Face-to-face with DR Congo rebel chief

By Mark Doyle
BBC world affairs correspondent

Laurent Nkunda in North Kivu, 10 November 2008

High above sea level, nestling on the stunningly beautiful Massisi Plateau of eastern Congo, lies the village of Kilolirwe.

The dirt roads leading the way, lined with eucalyptus trees, are cut out of black volcanic earth.

It is a place of soaring hills and verdant green pastureland, often covered in mountain mists.

It is also just a few kilometres from the headquarters of one of the country's most feared rebel leaders, General Laurent Nkunda, whose recent military offensive in the region has displaced a quarter of a million people.

I reached Kilolirwe by crossing the front line between government troops and rebels, which in this area lies just outside the town of Sake, 25km (15 miles) west of Goma.

Map of eastern DR Congo

Here, the government forces have a checkpoint just 2km away from the first rebel position.

A small detachment of Indian soldiers from the United Nations peacekeeping force is between them.

We had requested an interview with the general.

Clad in smart military uniform and surrounded by a clutch of heavily-armed rebel soldiers, Gen Nkunda claimed he would overthrow the government in the capital Kinshasa if Congolese President Joseph Kabila refused power-sharing talks.

It is a demand that President Kabila has already rejected, saying that talking to the rebel leader would be "unconstitutional".

I asked General Nkunda if he was seriously suggesting that he would take over the whole of Congo.

Peering through his thin-rimed spectacles, the tall ethnic Tutsi general stared at me for a moment and bluntly replied: "Of course."

What right did a rebel leader have, I asked, to demand anything from the elected government of Congo?

FORCES AROUND GOMA

Source: UN, military experts
People queue for aid at the Kibati refugee camp outside Goma, Democratic Republic of Congo (09/11/2008)

"I am a rebel, but the way to resolve the problem is to negotiate," he replied.
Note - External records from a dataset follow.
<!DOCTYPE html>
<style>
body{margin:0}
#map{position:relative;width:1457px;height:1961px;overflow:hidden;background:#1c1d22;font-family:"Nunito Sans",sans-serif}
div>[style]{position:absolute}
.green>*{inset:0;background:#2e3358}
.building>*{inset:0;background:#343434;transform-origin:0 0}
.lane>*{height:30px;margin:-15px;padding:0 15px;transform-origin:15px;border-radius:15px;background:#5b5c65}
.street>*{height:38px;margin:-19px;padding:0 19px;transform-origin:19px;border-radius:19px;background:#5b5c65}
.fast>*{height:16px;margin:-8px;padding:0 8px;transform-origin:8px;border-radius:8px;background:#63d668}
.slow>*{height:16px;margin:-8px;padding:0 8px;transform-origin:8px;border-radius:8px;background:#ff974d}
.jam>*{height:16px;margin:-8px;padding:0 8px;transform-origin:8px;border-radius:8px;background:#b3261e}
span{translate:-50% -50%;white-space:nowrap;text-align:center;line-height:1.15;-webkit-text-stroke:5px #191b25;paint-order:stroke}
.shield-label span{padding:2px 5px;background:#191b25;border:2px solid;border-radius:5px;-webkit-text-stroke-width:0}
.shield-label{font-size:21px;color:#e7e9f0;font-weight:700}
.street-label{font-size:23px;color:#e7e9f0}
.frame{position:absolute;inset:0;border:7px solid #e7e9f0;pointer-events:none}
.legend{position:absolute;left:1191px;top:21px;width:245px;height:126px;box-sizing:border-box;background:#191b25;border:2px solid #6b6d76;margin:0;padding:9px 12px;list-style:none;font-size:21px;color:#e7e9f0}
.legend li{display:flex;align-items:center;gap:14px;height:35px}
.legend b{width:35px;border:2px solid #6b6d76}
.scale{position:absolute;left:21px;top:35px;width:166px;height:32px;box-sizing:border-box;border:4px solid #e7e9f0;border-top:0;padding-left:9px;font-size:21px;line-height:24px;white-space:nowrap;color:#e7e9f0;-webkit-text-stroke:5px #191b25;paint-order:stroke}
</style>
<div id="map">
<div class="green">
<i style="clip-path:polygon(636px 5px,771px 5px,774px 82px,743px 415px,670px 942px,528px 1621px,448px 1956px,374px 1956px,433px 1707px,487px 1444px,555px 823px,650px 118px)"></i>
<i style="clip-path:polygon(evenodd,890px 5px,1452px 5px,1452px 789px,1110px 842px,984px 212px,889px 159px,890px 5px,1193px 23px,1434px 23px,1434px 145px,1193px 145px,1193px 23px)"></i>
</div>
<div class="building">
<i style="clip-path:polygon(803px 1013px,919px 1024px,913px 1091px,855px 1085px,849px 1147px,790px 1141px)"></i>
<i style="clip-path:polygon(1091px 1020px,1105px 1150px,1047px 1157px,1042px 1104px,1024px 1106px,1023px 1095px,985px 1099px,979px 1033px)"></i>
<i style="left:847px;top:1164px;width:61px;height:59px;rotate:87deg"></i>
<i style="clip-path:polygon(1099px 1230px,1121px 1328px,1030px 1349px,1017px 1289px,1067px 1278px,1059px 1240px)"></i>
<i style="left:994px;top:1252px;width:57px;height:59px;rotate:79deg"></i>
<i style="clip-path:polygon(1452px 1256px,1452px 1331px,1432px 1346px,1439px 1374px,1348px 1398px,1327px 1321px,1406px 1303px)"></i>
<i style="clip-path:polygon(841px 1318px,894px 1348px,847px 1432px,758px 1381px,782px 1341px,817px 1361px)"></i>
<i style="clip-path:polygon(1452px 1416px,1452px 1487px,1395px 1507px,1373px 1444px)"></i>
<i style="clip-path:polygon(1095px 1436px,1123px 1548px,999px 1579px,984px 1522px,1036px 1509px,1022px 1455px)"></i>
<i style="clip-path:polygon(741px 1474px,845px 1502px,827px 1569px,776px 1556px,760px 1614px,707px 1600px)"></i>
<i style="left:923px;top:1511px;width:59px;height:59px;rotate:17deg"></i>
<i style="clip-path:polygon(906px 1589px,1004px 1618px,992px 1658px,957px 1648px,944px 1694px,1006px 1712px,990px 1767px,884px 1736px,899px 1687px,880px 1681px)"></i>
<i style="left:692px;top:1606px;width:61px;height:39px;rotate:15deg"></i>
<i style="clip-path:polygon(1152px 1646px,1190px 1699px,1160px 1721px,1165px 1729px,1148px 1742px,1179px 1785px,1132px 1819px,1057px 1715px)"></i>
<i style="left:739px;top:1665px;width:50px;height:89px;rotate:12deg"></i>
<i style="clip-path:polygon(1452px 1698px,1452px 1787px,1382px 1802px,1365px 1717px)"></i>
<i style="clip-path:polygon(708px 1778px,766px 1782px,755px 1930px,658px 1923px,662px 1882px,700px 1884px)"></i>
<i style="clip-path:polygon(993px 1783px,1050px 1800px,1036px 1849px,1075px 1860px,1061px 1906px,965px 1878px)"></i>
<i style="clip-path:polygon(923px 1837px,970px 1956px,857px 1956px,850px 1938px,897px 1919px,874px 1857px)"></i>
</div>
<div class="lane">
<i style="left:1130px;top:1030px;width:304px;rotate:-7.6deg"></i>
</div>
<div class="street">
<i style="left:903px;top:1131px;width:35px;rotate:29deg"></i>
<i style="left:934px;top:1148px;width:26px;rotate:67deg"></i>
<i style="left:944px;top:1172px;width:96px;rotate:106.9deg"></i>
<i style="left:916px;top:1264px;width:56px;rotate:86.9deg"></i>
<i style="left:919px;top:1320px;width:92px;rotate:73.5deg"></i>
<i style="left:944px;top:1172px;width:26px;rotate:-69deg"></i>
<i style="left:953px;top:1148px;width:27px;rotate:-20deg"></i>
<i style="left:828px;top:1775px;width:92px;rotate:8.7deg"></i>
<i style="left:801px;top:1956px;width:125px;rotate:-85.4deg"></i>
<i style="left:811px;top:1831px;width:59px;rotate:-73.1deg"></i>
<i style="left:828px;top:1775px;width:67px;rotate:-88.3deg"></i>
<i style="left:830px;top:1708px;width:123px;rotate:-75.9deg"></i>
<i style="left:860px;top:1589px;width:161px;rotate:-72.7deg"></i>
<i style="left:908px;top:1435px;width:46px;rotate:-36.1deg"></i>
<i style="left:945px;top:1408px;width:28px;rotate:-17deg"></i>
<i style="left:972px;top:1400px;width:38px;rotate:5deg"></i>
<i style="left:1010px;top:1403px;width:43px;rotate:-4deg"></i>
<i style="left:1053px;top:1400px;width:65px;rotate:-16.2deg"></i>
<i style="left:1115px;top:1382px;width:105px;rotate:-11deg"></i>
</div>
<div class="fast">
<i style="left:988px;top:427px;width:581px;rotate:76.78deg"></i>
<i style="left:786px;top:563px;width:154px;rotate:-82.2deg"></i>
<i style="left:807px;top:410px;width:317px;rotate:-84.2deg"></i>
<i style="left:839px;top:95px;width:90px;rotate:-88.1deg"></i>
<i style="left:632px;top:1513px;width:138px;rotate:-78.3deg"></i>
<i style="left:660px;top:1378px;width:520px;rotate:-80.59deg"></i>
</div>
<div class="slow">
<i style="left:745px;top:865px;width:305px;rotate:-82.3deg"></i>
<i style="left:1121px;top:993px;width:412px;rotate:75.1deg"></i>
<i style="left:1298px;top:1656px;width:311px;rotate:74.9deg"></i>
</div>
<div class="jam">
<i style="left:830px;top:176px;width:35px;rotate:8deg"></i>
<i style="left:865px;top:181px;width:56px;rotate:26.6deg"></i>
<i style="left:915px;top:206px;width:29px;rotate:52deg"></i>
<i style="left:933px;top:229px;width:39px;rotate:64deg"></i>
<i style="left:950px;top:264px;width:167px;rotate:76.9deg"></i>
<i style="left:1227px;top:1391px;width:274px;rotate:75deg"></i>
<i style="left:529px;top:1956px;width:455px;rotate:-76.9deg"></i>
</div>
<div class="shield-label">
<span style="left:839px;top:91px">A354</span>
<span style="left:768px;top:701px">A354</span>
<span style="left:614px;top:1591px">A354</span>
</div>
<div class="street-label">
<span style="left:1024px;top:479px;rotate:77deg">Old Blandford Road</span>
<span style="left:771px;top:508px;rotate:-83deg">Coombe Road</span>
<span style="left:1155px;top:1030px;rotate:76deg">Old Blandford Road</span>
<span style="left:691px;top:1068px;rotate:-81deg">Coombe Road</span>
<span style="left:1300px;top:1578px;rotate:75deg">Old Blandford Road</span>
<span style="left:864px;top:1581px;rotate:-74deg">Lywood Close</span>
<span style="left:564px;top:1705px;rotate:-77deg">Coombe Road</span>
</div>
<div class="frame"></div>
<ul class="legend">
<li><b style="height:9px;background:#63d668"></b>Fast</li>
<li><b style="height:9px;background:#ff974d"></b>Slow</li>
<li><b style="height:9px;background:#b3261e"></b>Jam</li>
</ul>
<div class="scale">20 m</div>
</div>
The "problem", in Gen Nkunda's eyes, has several strands.

A key strand is what he perceives as the poor treatment DR Congo's ethnic Tutsis have suffered over the years; he says that defending Tutsis is the reason he took up arms.

In his view the presence in DR Congo of ethnic Hutu militias alleged to have been involved in the 1994 genocide of Tutsis across the border in neighbouring Rwanda is, today, a real threat to Congolese Tutsis.

The links between the Tutsi cousins on both sides of the border between Congo and Rwanda have often led to accusations - by DR Congo and some western governments - that Rwanda backs the rebels.

Kigali and Gen Nkunda routinely deny the charges - and the general duly obliged again when I asked him the question.

"I cannot be a tool of Rwanda," he said. "I am Congolese and proud of it."

Gen Nkunda's threat against Kinshasa is a typically ambitious one from a man who has rejected normal politics and gone for a military option.

The threat may remain just a threat, for now, aimed at raising the stakes ahead of any possible talks.

Congolese government troops - 7 November picture

But it certainly comes at an extremely tense time, when other African countries are threatening to intervene militarily on the side of the Congolese government.

During the 1990s at least half a dozen African states had armies in Congo backing their favoured local warlords.

That provoked a regional war which contributed to the deaths of five million people over 10 years - from fighting, famine, displacement and neglect.

Any new attempt at foreign intervention in the current conflict would be extremely risky.